**REQUIRED WORK:** A faithful copy is required of the lines from the top of the entries through the line that contains "filter:drop-shadow(0 0 2px", both included, with no pictures.

┄┄┄┄┄┄┄┄┄┄┄┄┄┄┄┄┄┄┄┄

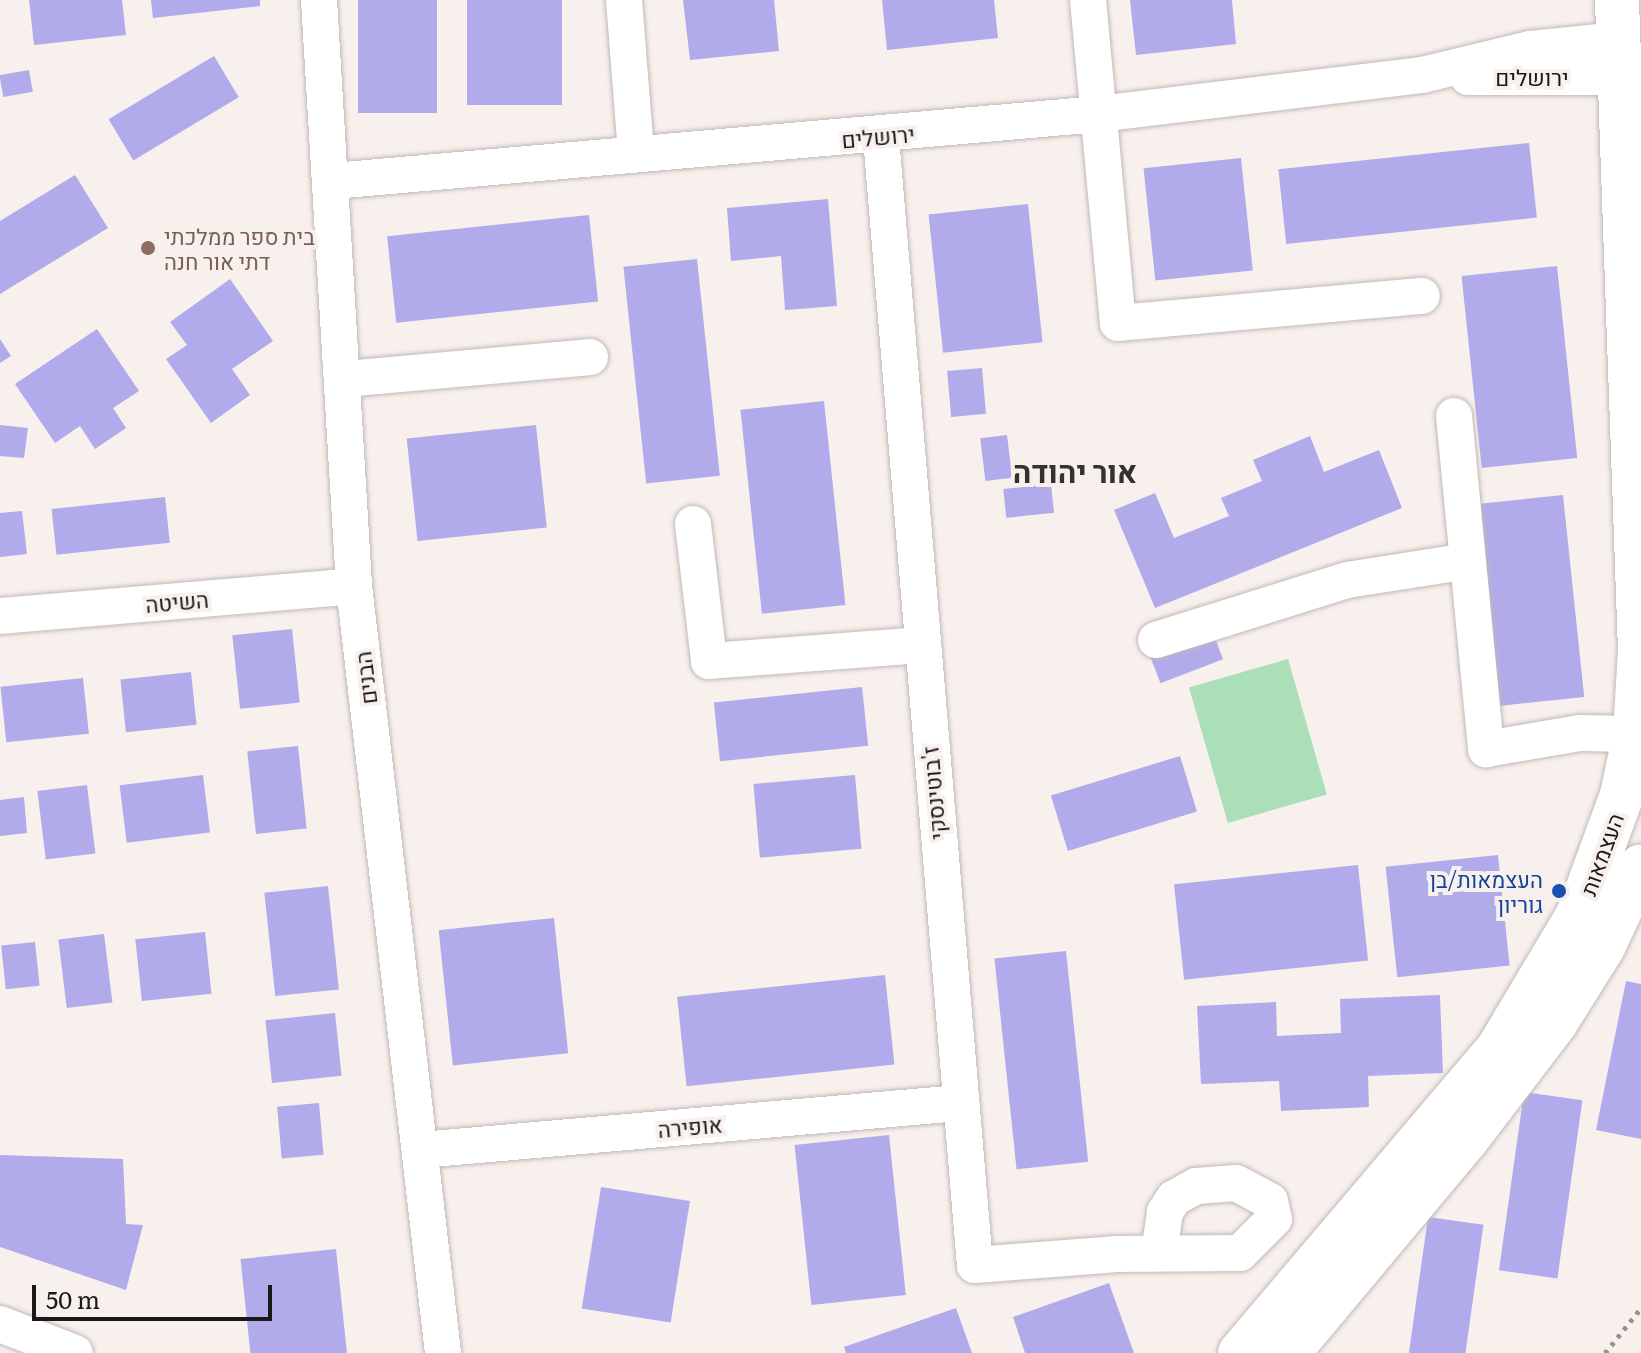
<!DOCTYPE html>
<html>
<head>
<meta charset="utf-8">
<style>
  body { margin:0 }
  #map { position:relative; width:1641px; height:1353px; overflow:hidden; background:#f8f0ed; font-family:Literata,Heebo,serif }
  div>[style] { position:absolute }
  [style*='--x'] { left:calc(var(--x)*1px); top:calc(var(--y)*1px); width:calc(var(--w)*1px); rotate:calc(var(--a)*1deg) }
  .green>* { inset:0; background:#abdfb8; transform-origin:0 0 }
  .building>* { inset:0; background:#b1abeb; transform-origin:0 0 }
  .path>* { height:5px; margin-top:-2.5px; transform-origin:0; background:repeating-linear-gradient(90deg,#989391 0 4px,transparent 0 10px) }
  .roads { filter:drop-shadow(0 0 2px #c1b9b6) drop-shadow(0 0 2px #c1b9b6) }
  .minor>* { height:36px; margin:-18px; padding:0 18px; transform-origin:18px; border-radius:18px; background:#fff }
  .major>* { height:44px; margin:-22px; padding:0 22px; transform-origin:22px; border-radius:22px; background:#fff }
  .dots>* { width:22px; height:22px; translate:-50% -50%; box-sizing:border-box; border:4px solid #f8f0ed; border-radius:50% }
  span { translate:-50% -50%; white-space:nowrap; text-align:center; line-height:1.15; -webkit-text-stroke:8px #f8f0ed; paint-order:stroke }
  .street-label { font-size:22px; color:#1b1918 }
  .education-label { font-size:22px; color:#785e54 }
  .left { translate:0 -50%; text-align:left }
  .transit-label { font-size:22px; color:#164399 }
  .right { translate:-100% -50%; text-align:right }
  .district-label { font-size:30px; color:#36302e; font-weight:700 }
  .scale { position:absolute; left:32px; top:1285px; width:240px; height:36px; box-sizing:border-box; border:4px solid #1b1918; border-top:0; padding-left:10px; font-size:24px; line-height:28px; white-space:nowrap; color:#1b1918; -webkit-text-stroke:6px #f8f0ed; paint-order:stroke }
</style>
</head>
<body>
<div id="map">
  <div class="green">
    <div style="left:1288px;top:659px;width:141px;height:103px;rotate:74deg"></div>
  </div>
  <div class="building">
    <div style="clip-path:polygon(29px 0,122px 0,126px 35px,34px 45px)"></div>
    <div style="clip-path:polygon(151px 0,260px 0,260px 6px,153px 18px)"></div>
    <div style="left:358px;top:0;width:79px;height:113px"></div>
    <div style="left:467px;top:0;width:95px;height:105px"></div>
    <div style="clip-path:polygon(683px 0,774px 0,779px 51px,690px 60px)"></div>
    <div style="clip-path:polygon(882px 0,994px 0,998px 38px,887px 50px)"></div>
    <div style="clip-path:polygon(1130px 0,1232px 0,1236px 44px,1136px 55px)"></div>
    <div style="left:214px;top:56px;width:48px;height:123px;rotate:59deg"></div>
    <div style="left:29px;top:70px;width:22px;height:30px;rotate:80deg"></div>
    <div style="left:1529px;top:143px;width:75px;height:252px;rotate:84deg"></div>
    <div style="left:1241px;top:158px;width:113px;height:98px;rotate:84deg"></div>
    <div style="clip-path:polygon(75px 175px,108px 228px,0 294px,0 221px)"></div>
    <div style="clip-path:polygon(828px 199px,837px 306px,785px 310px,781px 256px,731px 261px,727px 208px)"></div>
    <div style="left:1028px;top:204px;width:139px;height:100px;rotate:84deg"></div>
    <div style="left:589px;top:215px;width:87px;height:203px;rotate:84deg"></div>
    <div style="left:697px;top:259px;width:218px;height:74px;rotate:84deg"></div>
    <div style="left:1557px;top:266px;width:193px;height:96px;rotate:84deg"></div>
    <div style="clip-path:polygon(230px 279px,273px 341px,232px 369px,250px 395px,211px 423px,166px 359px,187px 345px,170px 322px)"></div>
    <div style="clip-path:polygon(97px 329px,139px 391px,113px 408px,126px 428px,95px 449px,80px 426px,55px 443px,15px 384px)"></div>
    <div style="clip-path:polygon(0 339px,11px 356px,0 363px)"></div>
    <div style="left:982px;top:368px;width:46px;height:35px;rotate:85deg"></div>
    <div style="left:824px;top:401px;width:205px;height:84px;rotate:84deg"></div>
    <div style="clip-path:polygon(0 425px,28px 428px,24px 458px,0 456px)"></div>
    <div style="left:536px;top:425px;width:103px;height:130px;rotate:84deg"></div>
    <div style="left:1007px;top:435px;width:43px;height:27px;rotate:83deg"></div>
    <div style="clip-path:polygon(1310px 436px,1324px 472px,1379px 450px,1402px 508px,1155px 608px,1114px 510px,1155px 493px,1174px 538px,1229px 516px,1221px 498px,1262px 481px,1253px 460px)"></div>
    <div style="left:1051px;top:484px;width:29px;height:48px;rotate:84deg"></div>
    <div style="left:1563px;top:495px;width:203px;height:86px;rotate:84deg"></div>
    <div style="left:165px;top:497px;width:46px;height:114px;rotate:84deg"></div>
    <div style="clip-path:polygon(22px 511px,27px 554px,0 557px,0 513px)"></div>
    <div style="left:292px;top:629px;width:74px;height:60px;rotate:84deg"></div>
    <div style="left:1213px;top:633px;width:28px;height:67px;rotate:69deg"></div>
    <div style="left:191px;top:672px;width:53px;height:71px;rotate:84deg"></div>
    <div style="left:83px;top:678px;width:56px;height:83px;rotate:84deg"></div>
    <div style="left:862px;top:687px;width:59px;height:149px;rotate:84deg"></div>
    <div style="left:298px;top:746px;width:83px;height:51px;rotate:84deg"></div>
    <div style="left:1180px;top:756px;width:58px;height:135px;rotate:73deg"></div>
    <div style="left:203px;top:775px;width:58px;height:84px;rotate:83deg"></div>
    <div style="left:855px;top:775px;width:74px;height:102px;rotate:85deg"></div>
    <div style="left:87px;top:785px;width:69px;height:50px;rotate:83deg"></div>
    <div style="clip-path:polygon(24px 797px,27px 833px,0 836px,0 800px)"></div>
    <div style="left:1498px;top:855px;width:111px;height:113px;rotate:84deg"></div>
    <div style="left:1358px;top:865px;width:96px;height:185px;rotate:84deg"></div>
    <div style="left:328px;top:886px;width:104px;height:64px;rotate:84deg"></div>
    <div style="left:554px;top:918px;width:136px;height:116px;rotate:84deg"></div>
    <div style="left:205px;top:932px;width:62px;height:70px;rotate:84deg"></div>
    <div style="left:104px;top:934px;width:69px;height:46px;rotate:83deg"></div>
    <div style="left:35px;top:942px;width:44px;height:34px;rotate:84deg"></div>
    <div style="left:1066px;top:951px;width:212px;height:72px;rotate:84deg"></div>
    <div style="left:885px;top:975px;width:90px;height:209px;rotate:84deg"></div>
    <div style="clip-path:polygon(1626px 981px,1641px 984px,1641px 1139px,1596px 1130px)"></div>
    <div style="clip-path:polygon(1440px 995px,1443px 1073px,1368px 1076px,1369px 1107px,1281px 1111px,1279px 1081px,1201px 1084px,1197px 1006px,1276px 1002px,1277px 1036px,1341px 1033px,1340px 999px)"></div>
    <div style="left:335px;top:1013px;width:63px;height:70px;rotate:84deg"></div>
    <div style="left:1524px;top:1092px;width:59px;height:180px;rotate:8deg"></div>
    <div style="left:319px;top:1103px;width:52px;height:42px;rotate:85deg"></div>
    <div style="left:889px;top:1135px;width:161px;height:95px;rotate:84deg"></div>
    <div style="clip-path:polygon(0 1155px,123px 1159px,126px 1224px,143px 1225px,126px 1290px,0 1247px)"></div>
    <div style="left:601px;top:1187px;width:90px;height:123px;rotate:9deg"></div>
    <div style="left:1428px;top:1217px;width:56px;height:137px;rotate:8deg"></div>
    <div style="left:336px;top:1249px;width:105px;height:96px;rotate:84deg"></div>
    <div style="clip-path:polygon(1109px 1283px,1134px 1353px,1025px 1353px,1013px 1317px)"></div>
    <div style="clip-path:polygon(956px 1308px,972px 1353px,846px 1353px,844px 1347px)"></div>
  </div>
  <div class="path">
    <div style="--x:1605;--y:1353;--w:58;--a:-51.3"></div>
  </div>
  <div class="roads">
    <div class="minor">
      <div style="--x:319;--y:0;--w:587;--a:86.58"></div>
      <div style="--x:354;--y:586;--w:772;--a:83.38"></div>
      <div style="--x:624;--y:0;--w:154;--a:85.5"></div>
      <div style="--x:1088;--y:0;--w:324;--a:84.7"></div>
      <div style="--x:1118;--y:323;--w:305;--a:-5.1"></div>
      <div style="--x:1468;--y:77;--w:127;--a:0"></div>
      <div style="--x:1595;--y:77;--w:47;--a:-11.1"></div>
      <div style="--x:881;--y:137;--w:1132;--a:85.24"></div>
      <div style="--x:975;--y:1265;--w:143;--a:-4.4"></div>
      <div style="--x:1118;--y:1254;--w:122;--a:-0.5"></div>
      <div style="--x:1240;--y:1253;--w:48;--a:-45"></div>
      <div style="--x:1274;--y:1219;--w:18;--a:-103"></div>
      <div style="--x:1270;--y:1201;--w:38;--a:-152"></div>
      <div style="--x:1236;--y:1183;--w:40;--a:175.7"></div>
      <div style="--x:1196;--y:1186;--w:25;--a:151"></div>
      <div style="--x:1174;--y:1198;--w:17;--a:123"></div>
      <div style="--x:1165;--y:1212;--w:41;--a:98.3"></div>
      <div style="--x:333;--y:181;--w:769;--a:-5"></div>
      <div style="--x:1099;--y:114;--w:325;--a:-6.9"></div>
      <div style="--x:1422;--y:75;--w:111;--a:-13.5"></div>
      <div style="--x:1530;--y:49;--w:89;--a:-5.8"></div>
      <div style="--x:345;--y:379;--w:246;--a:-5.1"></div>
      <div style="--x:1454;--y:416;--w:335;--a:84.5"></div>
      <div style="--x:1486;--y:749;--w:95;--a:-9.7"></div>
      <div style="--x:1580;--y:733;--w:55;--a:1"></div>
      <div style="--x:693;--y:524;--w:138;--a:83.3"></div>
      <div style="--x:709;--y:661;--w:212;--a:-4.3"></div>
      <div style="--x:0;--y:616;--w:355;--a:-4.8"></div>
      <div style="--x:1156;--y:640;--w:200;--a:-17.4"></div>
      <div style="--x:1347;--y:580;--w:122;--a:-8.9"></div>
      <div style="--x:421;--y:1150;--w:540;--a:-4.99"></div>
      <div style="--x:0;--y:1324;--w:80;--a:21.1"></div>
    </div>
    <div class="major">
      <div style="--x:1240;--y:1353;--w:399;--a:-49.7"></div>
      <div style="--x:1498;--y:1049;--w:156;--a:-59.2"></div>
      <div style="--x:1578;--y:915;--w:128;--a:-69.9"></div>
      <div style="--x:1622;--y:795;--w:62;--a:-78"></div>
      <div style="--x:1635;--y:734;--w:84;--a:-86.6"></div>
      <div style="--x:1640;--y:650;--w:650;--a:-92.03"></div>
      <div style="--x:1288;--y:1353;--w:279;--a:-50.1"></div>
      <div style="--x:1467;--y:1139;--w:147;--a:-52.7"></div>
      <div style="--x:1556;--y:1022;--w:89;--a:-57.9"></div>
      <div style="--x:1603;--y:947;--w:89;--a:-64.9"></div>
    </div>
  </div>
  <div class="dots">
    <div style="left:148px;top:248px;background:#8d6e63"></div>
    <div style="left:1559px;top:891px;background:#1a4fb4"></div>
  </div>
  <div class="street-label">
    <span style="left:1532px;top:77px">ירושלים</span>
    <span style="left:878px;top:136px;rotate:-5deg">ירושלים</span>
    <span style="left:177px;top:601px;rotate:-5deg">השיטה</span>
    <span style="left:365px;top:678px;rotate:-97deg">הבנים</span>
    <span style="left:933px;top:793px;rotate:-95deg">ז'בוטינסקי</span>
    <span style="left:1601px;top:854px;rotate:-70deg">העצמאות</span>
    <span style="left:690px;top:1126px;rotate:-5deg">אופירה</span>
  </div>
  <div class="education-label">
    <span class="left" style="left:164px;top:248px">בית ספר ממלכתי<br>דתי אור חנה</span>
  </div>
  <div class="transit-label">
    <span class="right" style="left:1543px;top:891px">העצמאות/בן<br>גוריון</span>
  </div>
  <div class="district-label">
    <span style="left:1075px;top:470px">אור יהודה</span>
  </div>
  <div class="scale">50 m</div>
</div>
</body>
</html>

┄┄┄┄┄┄┄┄┄┄┄┄┄┄┄┄┄┄┄┄

**ANSWER:**
<!DOCTYPE html>
<html>
<head>
<meta charset="utf-8">
<style>
  body { margin:0 }
  #map { position:relative; width:1641px; height:1353px; overflow:hidden; background:#f8f0ed; font-family:Literata,Heebo,serif }
  div>[style] { position:absolute }
  [style*='--x'] { left:calc(var(--x)*1px); top:calc(var(--y)*1px); width:calc(var(--w)*1px); rotate:calc(var(--a)*1deg) }
  .green>* { inset:0; background:#abdfb8; transform-origin:0 0 }
  .building>* { inset:0; background:#b1abeb; transform-origin:0 0 }
  .path>* { height:5px; margin-top:-2.5px; transform-origin:0; background:repeating-linear-gradient(90deg,#989391 0 4px,transparent 0 10px) }
  .roads { filter:drop-shadow(0 0 2px #c1b9b6) drop-shadow(0 0 2px #c1b9b6) }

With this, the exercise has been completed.